Amazon and US Postal Service Finalize Crucial Agreement to Maintain Delivery Volume
Seattle, Wednesday, 8 April 2026.
Averting a devastating revenue loss, the US Postal Service secured a new contract to retain 80% of Amazon’s delivery volume, providing a critical lifeline to the cash-strapped agency.
A Crucial Compromise for the National Mail Carrier
On Monday, April 6, 2026, Amazon (NASDAQ: AMZN) announced a tentative agreement with the United States Postal Service (USPS) [1][2]. The e-commerce giant will maintain approximately 80% of its existing delivery volume with the national mail carrier [1][2]. The previous contract between the two entities was scheduled to expire in September 2026 [2][3]. Before the new terms can be officially implemented, the agreement remains subject to approval by the federal Postal Regulatory Commission [2][3]. Amazon spokesperson Terrence Clark stated that the company is pleased to further the longstanding partnership and continue supporting its customers and communities [2].

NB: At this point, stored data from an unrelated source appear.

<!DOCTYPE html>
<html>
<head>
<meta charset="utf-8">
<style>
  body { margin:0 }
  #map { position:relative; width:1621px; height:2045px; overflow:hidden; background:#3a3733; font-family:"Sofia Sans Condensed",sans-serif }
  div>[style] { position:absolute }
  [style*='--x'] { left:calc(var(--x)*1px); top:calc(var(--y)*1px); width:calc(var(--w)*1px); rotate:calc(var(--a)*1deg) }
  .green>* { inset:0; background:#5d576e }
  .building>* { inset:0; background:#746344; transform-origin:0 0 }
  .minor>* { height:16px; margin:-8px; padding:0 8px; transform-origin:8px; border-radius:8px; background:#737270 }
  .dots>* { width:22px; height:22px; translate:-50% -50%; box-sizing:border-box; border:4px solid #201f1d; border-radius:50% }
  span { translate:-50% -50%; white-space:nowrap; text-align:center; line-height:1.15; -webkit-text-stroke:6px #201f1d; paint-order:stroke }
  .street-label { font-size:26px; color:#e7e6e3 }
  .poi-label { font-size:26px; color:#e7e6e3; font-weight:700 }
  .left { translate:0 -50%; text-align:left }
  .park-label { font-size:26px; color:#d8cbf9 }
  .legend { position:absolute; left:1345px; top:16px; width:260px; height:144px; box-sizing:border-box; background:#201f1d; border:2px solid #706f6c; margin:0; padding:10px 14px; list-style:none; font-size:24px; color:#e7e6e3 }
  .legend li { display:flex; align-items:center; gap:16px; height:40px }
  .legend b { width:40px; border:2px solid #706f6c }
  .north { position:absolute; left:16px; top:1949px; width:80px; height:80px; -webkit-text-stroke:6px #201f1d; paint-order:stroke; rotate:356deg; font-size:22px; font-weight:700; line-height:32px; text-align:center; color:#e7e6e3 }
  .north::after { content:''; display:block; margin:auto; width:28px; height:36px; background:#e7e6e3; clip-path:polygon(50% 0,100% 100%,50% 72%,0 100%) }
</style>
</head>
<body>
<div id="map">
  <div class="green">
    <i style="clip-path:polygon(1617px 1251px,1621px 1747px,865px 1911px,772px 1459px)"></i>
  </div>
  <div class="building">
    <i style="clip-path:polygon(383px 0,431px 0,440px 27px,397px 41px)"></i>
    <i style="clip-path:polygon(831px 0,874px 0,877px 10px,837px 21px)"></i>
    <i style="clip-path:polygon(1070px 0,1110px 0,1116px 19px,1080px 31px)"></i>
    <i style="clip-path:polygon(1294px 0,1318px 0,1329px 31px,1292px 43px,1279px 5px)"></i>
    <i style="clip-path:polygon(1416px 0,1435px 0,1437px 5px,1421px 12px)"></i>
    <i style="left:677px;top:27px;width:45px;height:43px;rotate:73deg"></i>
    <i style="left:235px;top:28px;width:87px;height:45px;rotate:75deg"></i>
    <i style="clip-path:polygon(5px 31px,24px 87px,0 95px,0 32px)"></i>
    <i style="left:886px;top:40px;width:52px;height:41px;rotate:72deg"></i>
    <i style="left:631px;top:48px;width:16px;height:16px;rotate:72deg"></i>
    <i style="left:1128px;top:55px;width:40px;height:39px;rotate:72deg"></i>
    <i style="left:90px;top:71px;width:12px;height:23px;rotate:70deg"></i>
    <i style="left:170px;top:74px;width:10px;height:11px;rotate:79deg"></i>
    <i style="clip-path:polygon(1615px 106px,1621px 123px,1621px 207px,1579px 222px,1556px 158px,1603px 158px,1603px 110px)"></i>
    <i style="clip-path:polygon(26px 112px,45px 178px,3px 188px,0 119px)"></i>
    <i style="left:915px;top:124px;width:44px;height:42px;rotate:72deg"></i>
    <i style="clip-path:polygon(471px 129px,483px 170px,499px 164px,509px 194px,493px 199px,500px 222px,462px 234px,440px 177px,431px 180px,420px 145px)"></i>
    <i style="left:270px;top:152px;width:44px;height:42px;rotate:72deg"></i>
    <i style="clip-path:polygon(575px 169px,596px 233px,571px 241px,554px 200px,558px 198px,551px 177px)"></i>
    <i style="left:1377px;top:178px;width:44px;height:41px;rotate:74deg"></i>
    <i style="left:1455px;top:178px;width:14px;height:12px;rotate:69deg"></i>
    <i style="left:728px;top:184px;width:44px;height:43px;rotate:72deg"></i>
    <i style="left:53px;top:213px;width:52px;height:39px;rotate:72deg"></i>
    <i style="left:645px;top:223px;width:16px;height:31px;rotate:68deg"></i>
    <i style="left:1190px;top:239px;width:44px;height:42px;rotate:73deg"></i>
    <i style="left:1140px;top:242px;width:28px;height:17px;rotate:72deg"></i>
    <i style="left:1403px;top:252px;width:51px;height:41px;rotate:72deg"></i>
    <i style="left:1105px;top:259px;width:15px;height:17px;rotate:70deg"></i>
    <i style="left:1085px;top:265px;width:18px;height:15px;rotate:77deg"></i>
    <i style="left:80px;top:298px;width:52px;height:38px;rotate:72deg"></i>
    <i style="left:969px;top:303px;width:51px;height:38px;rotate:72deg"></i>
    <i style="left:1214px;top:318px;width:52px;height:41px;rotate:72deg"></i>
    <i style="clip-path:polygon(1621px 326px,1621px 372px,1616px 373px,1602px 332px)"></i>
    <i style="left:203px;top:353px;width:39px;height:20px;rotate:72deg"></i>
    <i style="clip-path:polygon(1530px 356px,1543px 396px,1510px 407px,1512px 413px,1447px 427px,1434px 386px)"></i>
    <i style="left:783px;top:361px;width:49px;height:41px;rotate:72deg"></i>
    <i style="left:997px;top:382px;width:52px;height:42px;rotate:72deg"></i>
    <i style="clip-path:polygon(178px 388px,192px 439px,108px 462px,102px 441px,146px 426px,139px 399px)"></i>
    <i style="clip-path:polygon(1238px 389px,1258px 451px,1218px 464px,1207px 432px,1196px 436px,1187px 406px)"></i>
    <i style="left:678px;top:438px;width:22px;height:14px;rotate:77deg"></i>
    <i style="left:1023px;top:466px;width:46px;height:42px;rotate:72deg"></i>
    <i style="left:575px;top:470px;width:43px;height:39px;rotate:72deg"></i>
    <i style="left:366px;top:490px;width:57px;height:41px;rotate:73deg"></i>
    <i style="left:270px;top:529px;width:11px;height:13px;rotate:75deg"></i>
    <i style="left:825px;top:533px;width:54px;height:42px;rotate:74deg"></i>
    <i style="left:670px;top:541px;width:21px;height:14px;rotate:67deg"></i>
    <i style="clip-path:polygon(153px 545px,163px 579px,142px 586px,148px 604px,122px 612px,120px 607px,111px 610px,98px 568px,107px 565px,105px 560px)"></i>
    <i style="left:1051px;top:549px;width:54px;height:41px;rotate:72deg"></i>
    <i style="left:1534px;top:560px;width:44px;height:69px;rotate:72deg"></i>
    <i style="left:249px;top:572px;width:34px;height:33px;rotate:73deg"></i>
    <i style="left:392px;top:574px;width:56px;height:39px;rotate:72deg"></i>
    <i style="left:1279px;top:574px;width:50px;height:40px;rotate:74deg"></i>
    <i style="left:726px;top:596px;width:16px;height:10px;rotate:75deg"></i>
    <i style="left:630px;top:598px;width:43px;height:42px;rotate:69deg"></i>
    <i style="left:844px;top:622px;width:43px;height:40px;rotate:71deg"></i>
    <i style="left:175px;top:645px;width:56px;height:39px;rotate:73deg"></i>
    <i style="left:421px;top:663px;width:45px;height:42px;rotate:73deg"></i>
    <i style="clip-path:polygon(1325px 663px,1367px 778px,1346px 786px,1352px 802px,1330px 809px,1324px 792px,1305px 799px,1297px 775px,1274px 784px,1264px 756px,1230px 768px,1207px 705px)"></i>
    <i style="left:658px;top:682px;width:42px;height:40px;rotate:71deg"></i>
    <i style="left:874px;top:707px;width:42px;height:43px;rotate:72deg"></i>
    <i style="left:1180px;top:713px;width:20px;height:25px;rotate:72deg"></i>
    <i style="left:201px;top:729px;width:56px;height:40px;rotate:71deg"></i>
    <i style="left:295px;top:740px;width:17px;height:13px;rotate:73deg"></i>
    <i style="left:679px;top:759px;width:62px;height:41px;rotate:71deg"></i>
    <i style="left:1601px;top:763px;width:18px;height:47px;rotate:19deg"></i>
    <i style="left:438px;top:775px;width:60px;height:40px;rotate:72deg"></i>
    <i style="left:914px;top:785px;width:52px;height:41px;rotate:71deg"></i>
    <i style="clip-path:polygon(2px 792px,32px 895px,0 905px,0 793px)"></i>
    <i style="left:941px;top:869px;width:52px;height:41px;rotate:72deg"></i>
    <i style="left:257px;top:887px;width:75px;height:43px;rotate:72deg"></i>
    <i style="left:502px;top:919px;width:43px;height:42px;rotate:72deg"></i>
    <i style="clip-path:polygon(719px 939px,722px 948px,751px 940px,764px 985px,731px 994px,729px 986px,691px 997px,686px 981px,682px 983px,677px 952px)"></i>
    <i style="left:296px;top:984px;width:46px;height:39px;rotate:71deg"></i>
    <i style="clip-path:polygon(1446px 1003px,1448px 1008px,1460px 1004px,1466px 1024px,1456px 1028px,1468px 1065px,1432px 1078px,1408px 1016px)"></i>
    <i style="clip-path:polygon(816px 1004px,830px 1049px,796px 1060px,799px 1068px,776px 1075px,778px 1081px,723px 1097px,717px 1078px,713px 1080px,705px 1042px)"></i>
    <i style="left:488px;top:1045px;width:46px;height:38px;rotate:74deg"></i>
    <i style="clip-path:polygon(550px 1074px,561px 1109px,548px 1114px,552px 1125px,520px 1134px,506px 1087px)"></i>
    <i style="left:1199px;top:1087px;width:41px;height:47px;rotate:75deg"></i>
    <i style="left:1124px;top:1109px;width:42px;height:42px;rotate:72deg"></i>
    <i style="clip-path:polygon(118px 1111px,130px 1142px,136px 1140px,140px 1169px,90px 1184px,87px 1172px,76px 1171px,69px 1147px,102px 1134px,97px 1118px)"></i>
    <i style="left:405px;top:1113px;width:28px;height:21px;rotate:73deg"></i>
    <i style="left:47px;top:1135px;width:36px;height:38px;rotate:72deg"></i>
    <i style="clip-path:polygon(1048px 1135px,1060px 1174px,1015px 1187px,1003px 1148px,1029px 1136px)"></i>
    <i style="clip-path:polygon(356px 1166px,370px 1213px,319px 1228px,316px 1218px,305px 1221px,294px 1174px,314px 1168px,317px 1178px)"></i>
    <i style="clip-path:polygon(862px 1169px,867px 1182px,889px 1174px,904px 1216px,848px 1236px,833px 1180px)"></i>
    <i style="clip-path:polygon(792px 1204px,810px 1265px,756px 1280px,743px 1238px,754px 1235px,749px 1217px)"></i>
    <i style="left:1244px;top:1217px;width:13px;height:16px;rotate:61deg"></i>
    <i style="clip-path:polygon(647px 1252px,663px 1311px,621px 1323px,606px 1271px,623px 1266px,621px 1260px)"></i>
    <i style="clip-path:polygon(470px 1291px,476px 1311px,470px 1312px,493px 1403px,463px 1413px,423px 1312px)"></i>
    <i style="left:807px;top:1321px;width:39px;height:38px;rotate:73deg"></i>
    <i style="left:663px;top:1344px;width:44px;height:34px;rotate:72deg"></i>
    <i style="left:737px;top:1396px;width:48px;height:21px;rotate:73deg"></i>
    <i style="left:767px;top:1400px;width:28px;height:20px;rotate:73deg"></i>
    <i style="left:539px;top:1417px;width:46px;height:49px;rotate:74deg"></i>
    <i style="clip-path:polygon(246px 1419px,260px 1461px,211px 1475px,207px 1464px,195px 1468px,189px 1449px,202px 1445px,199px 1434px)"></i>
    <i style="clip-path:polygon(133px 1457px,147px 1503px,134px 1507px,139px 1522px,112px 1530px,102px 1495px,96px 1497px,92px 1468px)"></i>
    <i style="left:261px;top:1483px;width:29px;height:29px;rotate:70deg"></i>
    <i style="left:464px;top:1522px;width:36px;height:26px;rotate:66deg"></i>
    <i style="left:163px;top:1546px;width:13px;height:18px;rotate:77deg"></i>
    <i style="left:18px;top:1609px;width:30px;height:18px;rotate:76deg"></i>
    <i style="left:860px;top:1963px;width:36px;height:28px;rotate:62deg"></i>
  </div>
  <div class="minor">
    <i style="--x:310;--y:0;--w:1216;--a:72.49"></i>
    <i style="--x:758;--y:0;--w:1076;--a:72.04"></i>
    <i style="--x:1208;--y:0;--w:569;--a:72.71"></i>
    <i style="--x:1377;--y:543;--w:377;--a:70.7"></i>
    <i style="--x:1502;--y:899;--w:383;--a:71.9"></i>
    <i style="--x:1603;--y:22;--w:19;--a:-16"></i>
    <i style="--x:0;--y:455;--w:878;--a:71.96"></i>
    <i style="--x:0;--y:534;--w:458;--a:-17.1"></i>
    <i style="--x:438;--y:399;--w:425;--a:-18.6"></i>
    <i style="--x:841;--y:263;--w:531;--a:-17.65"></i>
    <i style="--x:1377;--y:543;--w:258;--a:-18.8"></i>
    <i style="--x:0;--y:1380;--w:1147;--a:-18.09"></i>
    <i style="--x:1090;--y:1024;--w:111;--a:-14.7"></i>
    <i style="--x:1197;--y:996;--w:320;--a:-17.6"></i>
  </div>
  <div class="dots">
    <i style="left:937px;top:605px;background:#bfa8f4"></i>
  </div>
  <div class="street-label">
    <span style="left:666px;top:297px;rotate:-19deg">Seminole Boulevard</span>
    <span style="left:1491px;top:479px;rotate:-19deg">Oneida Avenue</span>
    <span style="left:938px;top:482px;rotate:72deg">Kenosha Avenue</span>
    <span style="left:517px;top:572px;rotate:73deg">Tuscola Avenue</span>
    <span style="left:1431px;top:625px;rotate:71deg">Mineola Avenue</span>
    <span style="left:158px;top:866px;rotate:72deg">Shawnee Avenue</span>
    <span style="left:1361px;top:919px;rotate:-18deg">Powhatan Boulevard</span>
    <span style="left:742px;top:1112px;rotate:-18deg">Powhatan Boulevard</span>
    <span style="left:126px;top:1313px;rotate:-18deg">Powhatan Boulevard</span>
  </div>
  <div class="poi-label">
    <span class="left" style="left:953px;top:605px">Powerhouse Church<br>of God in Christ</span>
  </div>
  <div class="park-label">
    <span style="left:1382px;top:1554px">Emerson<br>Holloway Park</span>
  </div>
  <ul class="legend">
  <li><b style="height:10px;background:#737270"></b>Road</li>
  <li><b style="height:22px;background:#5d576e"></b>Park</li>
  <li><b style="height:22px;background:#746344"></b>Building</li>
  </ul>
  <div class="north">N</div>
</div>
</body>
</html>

Navigating Financial Peril and Failed Bidding Strategies
Securing this contract was an existential necessity for the USPS, which has reported net losses of $118 billion since 2007 [1]. The agency’s most profitable product, first-class mail, has plummeted to its lowest volume since the late 1960s [1]. The financial situation has become so dire that Postmaster General David Steiner recently warned the agency could run out of cash in less than a year, with projections ranging from October 2026 to early 2027 [alert! ‘Sources provide conflicting dates for the cash depletion warning; Reuters cites October while Transport Topics cites early 2027’] [1][2][4]. To mitigate rising fuel and transportation costs, the USPS is seeking a temporary 8% price hike for priority mail and packages, effective April 26, 2026, alongside a proposed increase for first-class stamps from $0.78 to $0.95 [1].

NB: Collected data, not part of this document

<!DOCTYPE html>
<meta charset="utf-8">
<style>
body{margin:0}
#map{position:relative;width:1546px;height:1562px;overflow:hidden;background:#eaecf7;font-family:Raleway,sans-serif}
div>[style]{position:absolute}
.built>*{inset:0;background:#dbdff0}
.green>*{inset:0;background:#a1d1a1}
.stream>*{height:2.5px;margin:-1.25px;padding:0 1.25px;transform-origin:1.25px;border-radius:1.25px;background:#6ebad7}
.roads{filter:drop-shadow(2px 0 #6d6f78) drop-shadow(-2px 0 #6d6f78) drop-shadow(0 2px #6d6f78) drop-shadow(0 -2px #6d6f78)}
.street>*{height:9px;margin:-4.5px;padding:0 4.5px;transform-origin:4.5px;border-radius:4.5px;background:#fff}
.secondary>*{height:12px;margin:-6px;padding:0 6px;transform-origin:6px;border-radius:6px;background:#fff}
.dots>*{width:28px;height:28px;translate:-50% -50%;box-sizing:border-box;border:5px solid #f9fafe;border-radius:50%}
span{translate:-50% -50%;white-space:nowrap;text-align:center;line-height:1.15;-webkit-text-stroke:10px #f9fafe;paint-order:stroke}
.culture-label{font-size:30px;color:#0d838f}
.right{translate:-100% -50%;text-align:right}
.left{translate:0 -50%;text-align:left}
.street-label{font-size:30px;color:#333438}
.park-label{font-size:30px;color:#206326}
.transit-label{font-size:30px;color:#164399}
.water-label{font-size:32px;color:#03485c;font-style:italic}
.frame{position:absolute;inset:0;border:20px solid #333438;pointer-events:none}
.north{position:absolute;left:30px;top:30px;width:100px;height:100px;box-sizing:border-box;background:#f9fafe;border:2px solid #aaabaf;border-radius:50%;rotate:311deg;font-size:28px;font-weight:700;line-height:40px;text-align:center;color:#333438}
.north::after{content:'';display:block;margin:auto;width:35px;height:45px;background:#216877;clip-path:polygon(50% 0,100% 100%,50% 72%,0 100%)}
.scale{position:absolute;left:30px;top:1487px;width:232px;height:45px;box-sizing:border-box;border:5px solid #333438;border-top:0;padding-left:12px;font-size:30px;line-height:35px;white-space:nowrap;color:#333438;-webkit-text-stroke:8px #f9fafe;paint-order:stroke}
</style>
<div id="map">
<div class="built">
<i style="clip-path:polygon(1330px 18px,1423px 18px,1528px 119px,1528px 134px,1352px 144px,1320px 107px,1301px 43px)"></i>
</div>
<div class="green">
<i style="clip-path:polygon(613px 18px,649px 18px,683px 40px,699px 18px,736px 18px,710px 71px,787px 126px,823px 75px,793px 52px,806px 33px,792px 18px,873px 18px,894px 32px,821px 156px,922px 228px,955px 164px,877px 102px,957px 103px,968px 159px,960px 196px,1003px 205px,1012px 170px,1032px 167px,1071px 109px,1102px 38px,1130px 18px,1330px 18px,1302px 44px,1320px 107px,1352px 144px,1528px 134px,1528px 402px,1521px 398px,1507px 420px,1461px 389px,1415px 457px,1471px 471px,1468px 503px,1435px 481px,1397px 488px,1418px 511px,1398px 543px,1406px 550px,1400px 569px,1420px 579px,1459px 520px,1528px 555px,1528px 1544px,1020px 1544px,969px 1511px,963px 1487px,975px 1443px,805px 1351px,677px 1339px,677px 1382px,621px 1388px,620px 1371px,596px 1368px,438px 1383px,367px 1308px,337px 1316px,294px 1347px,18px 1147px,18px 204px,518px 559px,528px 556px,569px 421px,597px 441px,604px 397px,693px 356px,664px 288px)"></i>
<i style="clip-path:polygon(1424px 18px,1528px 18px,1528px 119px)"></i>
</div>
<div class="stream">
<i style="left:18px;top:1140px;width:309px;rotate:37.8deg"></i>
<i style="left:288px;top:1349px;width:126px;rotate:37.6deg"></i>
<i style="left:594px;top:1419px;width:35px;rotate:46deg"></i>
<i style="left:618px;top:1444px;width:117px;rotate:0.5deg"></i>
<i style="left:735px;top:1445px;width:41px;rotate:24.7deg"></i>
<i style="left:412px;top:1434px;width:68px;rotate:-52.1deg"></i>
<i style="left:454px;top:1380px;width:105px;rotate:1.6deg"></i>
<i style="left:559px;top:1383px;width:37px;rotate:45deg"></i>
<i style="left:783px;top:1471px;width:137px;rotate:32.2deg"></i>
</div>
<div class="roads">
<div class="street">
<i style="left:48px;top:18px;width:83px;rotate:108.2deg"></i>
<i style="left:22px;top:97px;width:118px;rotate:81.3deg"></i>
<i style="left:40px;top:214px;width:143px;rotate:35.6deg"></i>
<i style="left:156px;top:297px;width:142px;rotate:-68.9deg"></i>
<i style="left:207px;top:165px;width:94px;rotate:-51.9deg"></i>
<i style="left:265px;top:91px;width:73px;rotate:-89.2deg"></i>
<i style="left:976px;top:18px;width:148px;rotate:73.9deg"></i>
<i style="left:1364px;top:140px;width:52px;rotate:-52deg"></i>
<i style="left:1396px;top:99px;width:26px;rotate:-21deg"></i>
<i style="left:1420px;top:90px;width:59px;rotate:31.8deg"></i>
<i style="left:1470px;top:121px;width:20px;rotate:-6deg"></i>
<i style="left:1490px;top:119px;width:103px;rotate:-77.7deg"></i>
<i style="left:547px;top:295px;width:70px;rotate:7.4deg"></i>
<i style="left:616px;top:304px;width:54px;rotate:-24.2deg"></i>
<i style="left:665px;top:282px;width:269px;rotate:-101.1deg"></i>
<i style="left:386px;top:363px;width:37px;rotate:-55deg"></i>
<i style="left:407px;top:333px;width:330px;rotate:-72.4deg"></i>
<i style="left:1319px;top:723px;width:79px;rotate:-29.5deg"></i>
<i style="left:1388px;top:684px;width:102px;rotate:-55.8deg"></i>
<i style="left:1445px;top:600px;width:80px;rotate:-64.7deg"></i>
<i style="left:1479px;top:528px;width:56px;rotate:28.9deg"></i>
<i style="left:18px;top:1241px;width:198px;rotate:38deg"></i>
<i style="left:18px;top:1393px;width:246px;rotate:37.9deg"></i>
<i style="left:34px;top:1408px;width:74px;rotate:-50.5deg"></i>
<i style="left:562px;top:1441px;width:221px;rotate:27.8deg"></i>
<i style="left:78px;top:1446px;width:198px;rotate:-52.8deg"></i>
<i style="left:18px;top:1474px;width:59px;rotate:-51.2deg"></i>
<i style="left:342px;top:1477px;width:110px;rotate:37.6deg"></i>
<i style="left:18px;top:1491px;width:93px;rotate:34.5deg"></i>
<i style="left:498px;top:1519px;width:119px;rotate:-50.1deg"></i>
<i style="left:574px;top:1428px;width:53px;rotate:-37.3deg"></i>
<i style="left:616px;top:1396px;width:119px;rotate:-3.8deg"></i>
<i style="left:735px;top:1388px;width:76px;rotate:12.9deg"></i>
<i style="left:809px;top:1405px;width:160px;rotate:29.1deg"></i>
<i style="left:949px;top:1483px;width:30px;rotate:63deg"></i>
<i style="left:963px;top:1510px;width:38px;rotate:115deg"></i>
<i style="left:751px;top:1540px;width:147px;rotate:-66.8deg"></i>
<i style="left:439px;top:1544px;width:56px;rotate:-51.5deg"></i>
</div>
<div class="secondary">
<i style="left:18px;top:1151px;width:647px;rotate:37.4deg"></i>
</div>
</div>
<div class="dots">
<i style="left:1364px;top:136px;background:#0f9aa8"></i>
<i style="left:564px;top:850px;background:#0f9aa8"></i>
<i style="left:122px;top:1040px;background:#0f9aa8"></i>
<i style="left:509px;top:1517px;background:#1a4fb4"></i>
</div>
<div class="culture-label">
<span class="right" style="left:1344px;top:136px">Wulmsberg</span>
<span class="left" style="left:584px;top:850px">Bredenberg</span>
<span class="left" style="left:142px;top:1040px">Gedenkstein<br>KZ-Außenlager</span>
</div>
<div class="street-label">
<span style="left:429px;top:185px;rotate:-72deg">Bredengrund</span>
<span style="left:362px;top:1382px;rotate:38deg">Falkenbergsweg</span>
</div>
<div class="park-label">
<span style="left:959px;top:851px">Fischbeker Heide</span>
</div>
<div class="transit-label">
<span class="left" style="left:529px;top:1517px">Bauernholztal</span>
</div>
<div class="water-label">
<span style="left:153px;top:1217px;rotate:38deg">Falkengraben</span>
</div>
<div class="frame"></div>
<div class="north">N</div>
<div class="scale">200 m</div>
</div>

The Cost of Compromise and Rural Logistics Expansion
Although avoiding a two-thirds reduction is a victory for the USPS, the agreed-upon 20% volume cut will still inflict a substantial financial blow. Industry estimates suggest that losing one-fifth of Amazon’s business could result in more than $1 billion in lost revenue for the mail agency [3]. This shift highlights the e-commerce company’s increasing reliance on its own proprietary delivery infrastructure, particularly in areas traditionally dominated by the postal service [1][3].